Steam-driven manufacturing devices powered by unlimited, inexpensive, and easily accessible coal were available for operation by young men and women no longer needed to work the fields. It was this combination of things, Pomeranz says, that served as the motive force behind industrialization or, to be more accurate, industrial capitalism, which required the large-scale use of inanimate energy sources. Moreover, long distance trade and colonialism, which were the most capital-hungry activities of the period, generated new forms of distributive partnership and, eventually, joint-stock companies that propelled industrial capitalism forward in the mid-nineteenth century. However, Pomeranz stresses that “New World exports were a crucial, though not sufficient, condition for continued and accelerated growth.”
“Coal and Colonies” encapsulates Pomeranz’s primary thesis. “The Great Divergence” is almost exactly three hundred pages long and I would estimate that Pomeranz dedicates no more than thirty or forty pages to his central coal and colonies argument. The rest of the book (i.e. the other 270 pages) is dedicated to energetically refuting the arguments of other leading scholars, Eric Jones in particular. The end result is a plodding and often captious piece of scholarship. One reviewer of this book in Foreign Affairs wrote, “Pomeranz relies heavily on plausible guesstimates, based on extensive but fragmentary evidence, to make quantitative arguments and venture occasionally into counterfactual analysis.” That sounds about right.

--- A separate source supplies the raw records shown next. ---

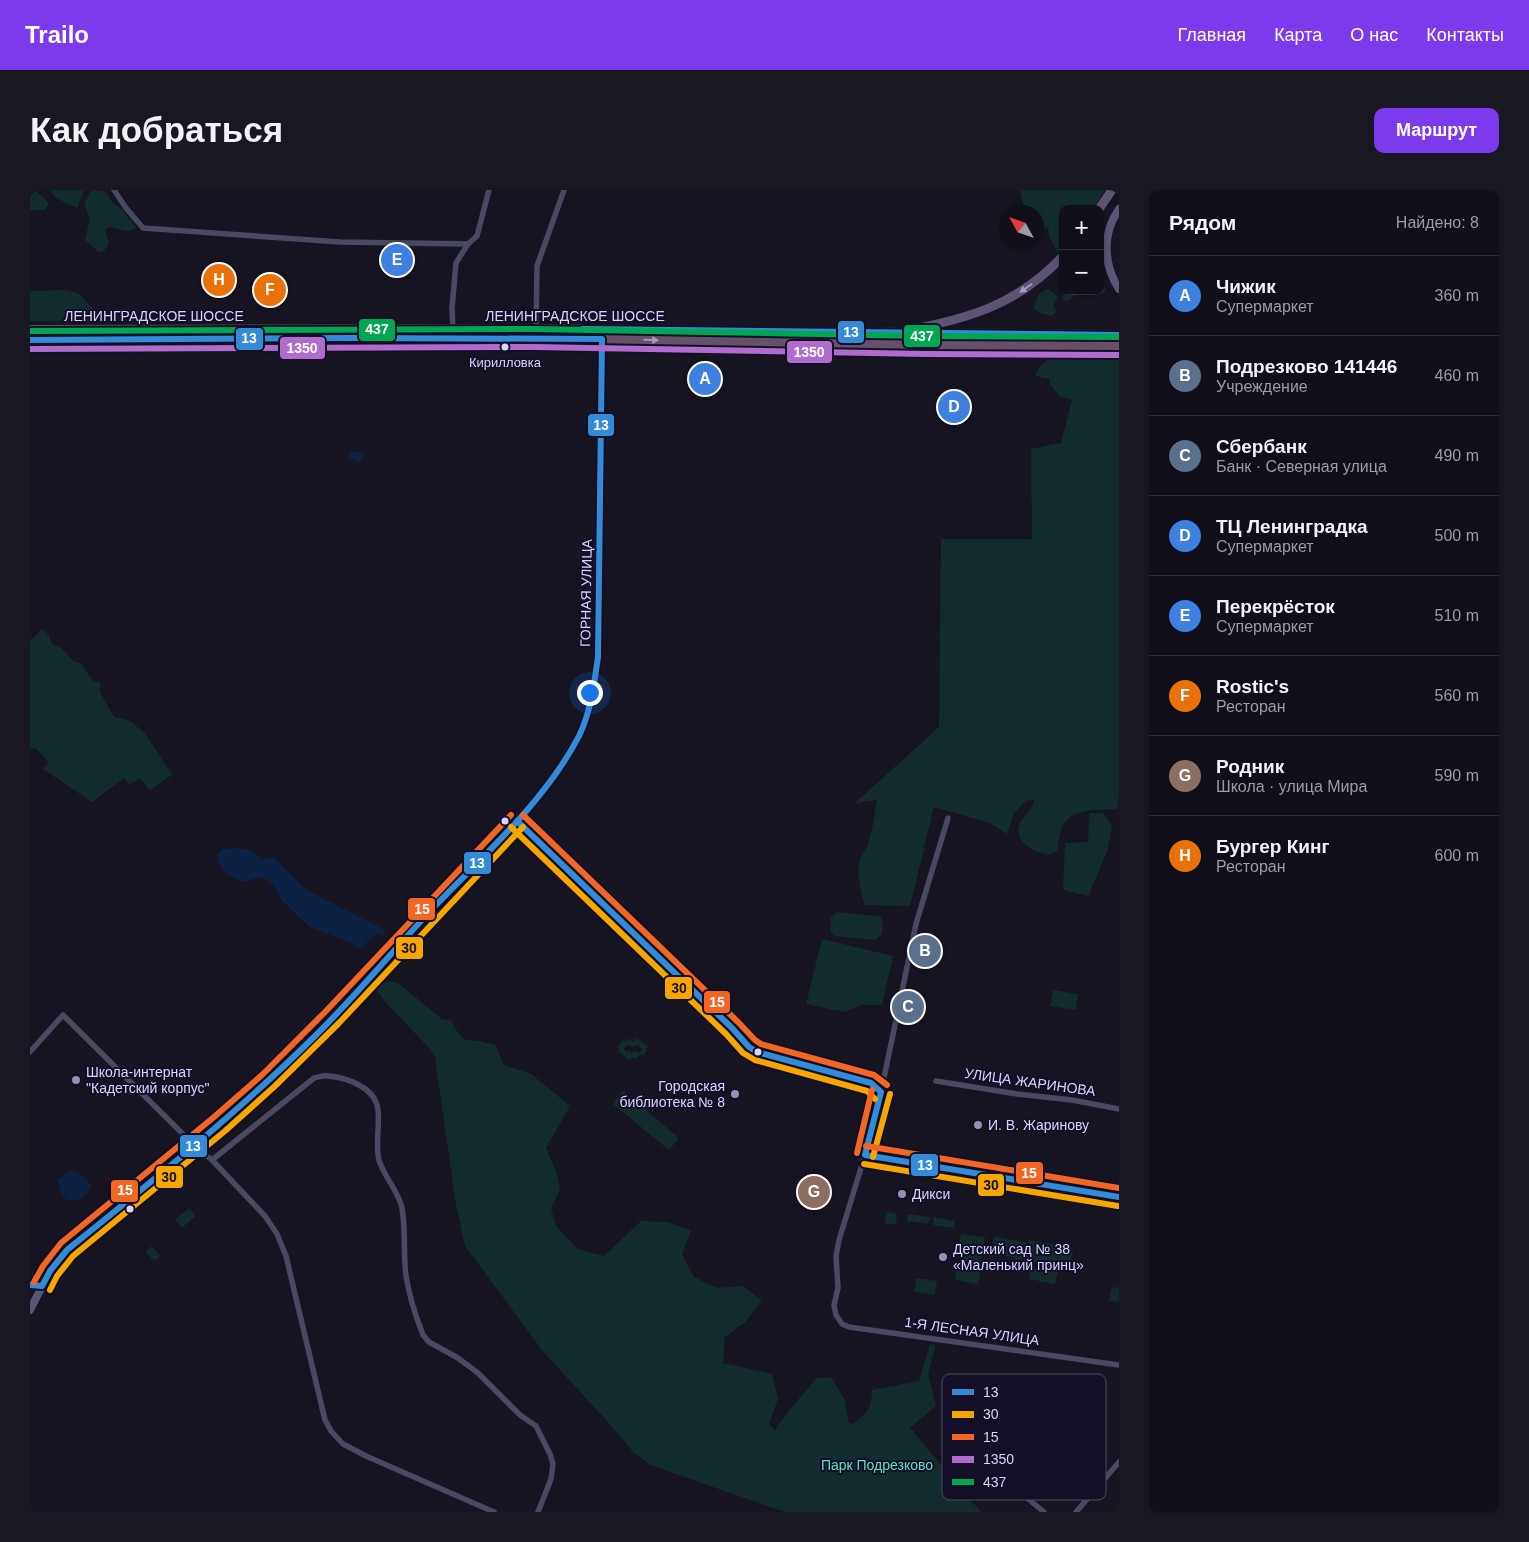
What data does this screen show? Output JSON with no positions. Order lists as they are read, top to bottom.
{
  "streets": {
    "highway": ["ЛЕНИНГРАДСКОЕ ШОССЕ"],
    "street": ["ГОРНАЯ УЛИЦА", "УЛИЦА ЖАРИНОВА", "1-Я ЛЕСНАЯ УЛИЦА"]
  },
  "crossings": [
    ["ЛЕНИНГРАДСКОЕ ШОССЕ", "ГОРНАЯ УЛИЦА"]
  ],
  "parks": ["Парк Подрезково"],
  "places": [
    "Кирилловка",
    "Школа-интернат \"Кадетский корпус\"",
    "Городская библиотека № 8",
    "И. В. Жаринову",
    "Дикси",
    "Детский сад № 38 «Маленький принц»"
  ],
  "lines": [
    "transit line 13",
    "transit line 437",
    "transit line 1350",
    "transit line 15",
    "transit line 30"
  ],
  "legend": [
    "13",
    "30",
    "15",
    "1350",
    "437"
  ],
  "north": "top left",
  "page": {
    "header": "Trailo",
    "nav": [
      "Главная",
      "Карта",
      "О нас",
      "Контакты"
    ],
    "buttons": "Маршрут",
    "title": "Как добраться",
    "heading": ["Рядом", "Найдено: 8"],
    "map_buttons": ["+", "−"],
    "pins": [
      "E",
      "H",
      "F",
      "A",
      "D",
      "B",
      "C",
      "G"
    ],
    "list": [
      {
        "mark": "A",
        "name": "Чижик",
        "note": "Супермаркет",
        "value": "360 m"
      },
      {
        "mark": "B",
        "name": "Подрезково 141446",
        "note": "Учреждение",
        "value": "460 m"
      },
      {
        "mark": "C",
        "name": "Сбербанк",
        "note": "Банк · Северная улица",
        "value": "490 m"
      },
      {
        "mark": "D",
        "name": "ТЦ Ленинградка",
        "note": "Супермаркет",
        "value": "500 m"
      },
      {
        "mark": "E",
        "name": "Перекрёсток",
        "note": "Супермаркет",
        "value": "510 m"
      },
      {
        "mark": "F",
        "name": "Rostic's",
        "note": "Ресторан",
        "value": "560 m"
      },
      {
        "mark": "G",
        "name": "Родник",
        "note": "Школа · улица Мира",
        "value": "590 m"
      },
      {
        "mark": "H",
        "name": "Бургер Кинг",
        "note": "Ресторан",
        "value": "600 m"
      }
    ]
  }
}
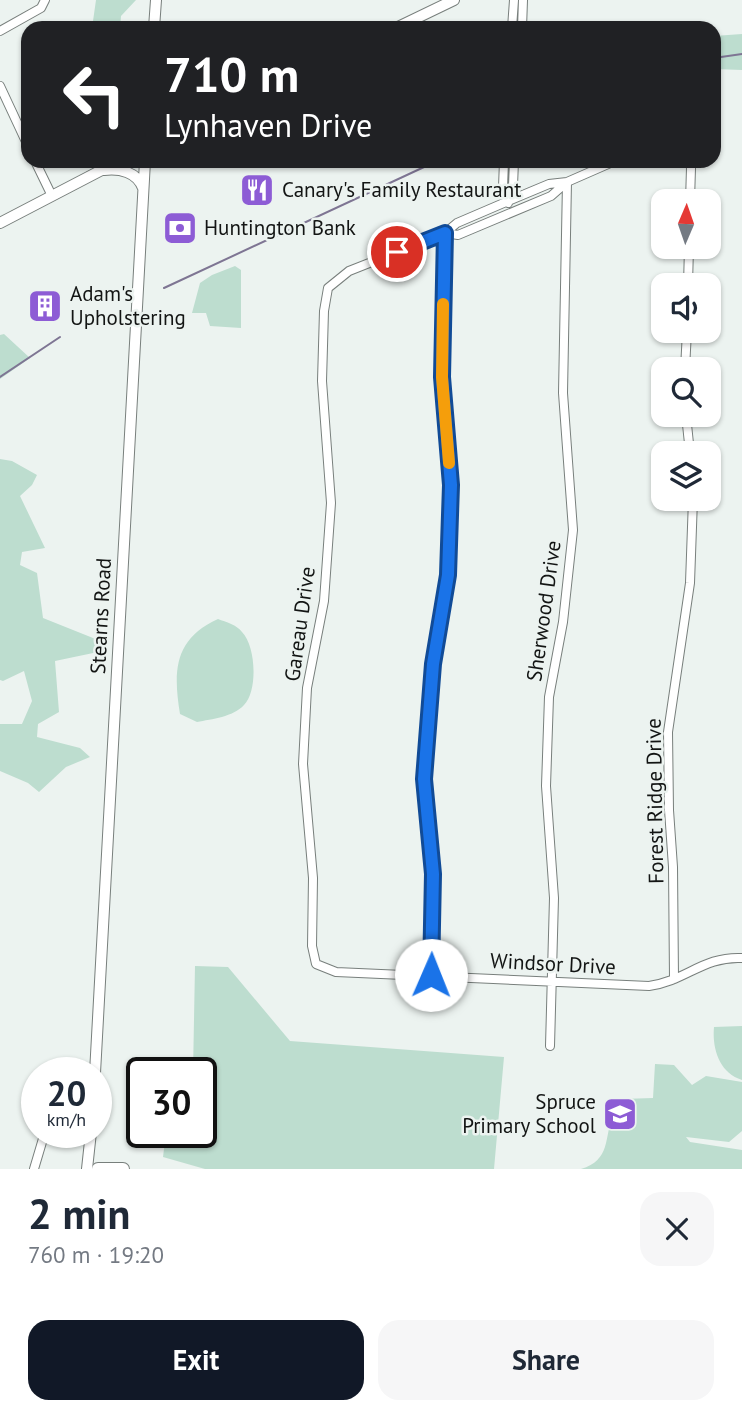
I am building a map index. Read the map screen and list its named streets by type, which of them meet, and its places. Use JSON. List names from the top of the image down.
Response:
{
  "streets": {
    "main road": ["Stearns Road"],
    "street": [
      "Sherwood Drive",
      "Gareau Drive",
      "Forest Ridge Drive",
      "Windsor Drive"
    ]
  },
  "crossings": [
    ["Sherwood Drive", "Windsor Drive"],
    ["Gareau Drive", "Windsor Drive"],
    ["Forest Ridge Drive", "Windsor Drive"]
  ],
  "places": {
    "restaurant": ["Canary's Family Restaurant"],
    "bank": ["Huntington Bank"],
    "building": ["Adam's Upholstering"],
    "school or university": ["Spruce Primary School"]
  },
  "north": "top",
  "page": {
    "turn": ["710 m", "Lynhaven Drive"],
    "speed": "20 km/h",
    "limit": "30",
    "heading": ["2 min", "760 m · 19:20"],
    "buttons": ["Exit", "Share"]
  }
}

Serious scholars have suggested a myriad of reasons for European advantages en route to the Industrial Revolution, such as better capital accumulation, more advanced transportation capabilities, military fiscalism, more efficient labor markets, technological sophistication, the objectification of luxury, superior European animal husbandry, and favorable demographic patterns owing to late and restrictive marriages. All balderdash according to Pomeranz. In light of the evidence, he says, even as late as 1750 there is no reason to believe that Europeans were uniquely well-off in any meaningful way. “European science, technology, and philosophical inclinations alone do not seem an adequate explanation,” Pomeranz writes, “and alleged differences in economic institutions and factor prices seem largely irrelevant.”
Naturally, many scholars dispute Pomeranz’s timeline and his coal and colonies thesis. Specifically, they contend that the latest one can reasonably push out the Great Divergence is 1700 not 1800, which means that Pomeranz’s story of colonial windfalls and British coal use is seriously misguided.